The third characteristic of Japanese art is “the ability to go to extremes,” write Addiss & Seo.  An artist may paint an intricate scene one day and, in the next, dash off a line or a splash in a split second.  It is not a contrast of content or style, really.  It’s more that the arc of the pendulum is so wide.  More than that, Addiss & Seo add, there is no competitiveness between extremes.  They are all equally contained in the broad canvas of creativity.

I wandered through the house looking.  The extremes, if they exist in my life, may not be apparent to me in this unenlightened state.  But I did note the variety of materials that tend to come home with me.  Acorns, twigs, stones, sand – all have followed me from various parts of the North American continent.  I don’t think I could experience the world differently.  The stick in the lower part of the picture above sits on my altar.  It is the Wood Dragon of practice, creative, inquisitive, imaginative.  I heard in another dharma talk that in order to transform our fears we must be willing to enter the cave of the Blue Dragon.  There we come face-to-face with our despair and all aspects of mind (read a great talk by Geoffrey Shugen of Zen Mountain Monastery here).  The twig in the upper part of the picture is from the root of a giant maple tree we cut down last summer.  Interestingly, that maple had no trouble with the extremes of its being: from broad crown to the finest hairs of its roots.

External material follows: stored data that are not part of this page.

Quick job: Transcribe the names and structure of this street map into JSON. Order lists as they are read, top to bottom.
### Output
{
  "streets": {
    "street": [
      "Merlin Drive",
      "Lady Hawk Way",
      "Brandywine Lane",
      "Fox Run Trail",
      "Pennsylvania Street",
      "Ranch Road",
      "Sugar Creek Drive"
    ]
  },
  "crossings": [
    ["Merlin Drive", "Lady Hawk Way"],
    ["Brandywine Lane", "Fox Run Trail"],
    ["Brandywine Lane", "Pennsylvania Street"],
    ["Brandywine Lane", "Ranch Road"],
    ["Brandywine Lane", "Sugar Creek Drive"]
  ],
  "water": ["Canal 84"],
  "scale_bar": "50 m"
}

The two dragons together are an interesting contrast of determination and delicacy. They challenge the conventional concept of going to extremes in practice.  We already know that deprivation isn’t going to work simply because the Buddha went there, came back, and offered a different t-shirt.  Yet we do just that.  Serial retreats, restricted diets, intense scrupulosity.  I wonder if that serves more to avoid the gaping maw of the cave of the Blue Dragon.  Frank pointed out in his talk on Tuesday night that standing at the mouth of the cave of the Blue Dragon and yelling, “I’m not afraid!” is not the same as entering it with compassion for who we will find.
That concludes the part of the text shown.